■ **INSTRUCTIONS TO FOLLOW**: Say how many lines in the records contain "تێهەڵچوونەوەی". The reply must consist of the number alone.

■ **GIVEN DATA**:
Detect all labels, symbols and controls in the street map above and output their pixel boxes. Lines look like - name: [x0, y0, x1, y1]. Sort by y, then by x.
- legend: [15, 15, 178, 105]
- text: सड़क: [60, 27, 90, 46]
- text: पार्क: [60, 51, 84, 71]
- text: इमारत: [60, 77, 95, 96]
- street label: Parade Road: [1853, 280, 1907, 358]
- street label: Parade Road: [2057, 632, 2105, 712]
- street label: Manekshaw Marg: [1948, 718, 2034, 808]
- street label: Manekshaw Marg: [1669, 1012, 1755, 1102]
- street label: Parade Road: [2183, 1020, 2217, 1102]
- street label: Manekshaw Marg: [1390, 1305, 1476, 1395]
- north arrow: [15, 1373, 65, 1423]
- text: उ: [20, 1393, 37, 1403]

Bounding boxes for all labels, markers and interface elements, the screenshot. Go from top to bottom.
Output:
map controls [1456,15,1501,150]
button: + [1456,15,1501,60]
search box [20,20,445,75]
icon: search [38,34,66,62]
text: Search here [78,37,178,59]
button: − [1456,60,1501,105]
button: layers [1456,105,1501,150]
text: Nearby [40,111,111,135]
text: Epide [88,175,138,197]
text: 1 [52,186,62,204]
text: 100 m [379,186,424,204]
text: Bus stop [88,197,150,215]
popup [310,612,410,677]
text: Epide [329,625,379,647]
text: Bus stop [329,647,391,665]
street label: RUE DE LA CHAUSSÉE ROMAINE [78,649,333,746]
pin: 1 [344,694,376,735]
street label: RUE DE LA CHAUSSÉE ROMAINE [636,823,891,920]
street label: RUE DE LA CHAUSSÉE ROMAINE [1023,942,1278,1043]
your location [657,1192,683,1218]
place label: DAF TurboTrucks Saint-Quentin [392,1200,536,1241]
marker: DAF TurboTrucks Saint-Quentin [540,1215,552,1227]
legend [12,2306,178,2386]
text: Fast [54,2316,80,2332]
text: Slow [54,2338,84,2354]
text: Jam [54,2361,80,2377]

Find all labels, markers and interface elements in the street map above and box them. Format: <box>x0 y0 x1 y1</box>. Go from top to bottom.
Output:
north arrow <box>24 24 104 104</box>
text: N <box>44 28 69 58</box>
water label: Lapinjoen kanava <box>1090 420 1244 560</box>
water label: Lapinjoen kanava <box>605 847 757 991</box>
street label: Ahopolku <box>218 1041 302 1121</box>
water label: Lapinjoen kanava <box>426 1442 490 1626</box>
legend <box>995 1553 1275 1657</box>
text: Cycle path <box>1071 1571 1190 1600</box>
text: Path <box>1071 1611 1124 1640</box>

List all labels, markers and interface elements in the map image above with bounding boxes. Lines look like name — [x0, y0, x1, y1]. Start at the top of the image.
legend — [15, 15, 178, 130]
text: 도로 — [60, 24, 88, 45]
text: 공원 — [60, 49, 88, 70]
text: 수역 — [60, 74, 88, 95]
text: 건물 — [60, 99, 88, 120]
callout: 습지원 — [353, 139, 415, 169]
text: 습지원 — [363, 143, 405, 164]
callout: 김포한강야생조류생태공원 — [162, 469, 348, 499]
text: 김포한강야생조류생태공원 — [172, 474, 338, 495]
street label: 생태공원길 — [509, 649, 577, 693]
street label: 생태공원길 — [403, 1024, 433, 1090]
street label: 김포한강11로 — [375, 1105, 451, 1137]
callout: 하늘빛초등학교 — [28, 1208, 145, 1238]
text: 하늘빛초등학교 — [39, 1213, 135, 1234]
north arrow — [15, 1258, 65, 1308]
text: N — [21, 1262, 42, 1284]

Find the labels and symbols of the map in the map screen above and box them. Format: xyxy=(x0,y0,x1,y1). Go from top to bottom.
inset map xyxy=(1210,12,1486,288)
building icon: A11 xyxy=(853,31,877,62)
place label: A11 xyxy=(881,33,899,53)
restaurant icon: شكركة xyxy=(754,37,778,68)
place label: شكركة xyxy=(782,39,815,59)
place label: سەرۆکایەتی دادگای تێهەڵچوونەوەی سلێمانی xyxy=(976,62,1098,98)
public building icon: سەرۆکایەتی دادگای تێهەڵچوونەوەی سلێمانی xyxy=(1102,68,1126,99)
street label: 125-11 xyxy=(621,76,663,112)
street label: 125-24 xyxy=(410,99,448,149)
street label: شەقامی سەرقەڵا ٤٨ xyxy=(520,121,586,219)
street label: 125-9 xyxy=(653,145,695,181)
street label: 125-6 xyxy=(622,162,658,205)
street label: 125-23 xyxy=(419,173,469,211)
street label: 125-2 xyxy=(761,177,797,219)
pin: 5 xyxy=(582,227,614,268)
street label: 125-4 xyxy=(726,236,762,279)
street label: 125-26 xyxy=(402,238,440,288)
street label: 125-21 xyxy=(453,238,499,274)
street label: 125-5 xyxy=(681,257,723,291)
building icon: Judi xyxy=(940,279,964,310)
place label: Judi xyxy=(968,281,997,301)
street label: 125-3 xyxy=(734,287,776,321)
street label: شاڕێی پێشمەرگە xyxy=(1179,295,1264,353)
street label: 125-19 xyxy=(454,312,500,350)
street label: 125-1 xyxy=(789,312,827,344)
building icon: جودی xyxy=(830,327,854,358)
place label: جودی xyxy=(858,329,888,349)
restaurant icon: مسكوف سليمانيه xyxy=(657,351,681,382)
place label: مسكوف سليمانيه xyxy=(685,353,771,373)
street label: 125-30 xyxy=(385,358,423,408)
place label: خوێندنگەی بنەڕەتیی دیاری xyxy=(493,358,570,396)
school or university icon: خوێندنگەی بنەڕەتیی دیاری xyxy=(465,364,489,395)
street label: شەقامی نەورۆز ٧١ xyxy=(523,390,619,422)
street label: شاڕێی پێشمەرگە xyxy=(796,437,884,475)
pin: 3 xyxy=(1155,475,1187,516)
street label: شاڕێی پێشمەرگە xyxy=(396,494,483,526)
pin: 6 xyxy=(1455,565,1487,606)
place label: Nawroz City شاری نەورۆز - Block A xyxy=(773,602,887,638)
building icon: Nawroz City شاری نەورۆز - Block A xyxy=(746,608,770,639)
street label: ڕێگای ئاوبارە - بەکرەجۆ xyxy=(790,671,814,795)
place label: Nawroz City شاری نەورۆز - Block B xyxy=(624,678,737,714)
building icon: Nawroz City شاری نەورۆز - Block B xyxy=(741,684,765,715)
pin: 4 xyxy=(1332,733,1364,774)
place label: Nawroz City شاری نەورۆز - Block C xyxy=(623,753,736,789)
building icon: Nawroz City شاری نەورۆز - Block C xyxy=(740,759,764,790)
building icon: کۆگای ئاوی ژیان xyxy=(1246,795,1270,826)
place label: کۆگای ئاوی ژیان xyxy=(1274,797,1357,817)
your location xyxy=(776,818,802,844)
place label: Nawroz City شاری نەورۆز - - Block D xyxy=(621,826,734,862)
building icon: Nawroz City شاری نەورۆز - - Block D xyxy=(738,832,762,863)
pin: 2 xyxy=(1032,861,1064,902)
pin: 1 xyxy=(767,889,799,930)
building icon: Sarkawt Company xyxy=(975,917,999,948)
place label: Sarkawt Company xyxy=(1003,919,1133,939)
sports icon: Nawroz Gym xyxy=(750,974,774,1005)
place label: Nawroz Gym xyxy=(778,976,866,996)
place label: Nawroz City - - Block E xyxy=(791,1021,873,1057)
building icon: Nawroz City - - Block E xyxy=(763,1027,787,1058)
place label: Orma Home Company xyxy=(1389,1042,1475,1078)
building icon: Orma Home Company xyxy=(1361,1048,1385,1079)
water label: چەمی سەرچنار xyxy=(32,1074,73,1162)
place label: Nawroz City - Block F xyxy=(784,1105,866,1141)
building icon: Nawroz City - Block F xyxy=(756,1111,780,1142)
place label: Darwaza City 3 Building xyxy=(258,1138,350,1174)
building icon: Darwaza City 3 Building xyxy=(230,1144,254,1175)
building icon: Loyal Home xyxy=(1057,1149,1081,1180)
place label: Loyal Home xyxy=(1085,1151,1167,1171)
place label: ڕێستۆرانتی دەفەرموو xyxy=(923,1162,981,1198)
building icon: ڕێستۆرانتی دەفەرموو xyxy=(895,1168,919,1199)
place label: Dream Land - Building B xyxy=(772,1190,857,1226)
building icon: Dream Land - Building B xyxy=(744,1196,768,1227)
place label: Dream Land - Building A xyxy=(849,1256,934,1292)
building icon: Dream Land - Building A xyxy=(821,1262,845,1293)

■ **EXERCISE ANSWER**: 2